I've had a similar epiphany lately. I've come to realize that there are individuals who will spend the rest of their lives (well, the rest of my life; I hope they spare me at my eulogy) making digs at me and calling up errors I've made in the past. I've come to realize that I have a hard time dealing with athletic contests in which I have an emotional stake. I've come to realize that certain online forums will make me angry. I've come to realize that loud people will always grate on me.
For well over a decade, my response to all these things was one of Christian arrogance: I would use my Christian humility and goodwill to overcome, to forgive, to smile and think, "Christ put up with far worse." Problem is, the approach only worked during prayer and idle moments. When the heat of the moment arose unanticipated, the approach failed.
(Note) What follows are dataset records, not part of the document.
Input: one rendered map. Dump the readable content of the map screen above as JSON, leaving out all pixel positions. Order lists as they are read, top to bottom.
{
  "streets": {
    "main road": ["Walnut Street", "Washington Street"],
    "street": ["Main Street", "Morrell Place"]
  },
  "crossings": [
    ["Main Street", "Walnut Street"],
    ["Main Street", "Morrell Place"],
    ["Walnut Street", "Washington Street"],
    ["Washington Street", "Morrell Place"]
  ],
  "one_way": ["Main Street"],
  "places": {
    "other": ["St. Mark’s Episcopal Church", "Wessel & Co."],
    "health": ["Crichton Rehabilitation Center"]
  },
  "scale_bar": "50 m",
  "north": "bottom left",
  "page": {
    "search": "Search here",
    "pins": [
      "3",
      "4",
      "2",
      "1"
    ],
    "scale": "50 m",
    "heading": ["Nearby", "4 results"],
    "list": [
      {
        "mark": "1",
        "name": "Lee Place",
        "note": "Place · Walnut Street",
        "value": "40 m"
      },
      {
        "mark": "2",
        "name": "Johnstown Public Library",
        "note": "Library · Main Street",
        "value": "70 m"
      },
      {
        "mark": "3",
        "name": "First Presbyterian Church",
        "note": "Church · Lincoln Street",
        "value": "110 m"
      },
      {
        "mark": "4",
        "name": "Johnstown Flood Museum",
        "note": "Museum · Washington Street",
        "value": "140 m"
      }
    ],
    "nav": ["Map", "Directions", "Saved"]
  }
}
Now, I have little doubt that, by projecting myself into those situations and envisioning myself handling them with saintliness, I have improved my ability to deal with jagged situations. And I think I will continue to improve with years and prayer, but I don't have that many years and hours of prayer left. No matter how greatly I improve, I have no doubt that, come age 80, I'll still bristle at these inflammations.
So I embrace Taleb's disposition. Like Odysseus putting wax in his sailors' ears as they neared the island of the Sirens, I will put wax in my ears, which is a metaphor for "avoiding the situations." I know I can't avoid the situations entirely, but I will try. For those times that the wax falls out of my ears, I will depend on the fortitude developed during the quiet moments of life and (hopefully) resist the siren call to lose my temper.
But no more of that Christian arrogance. I've failed too many times to believe I can handle those bothersome situations with grace. It's time for true humility. . . if I can find it.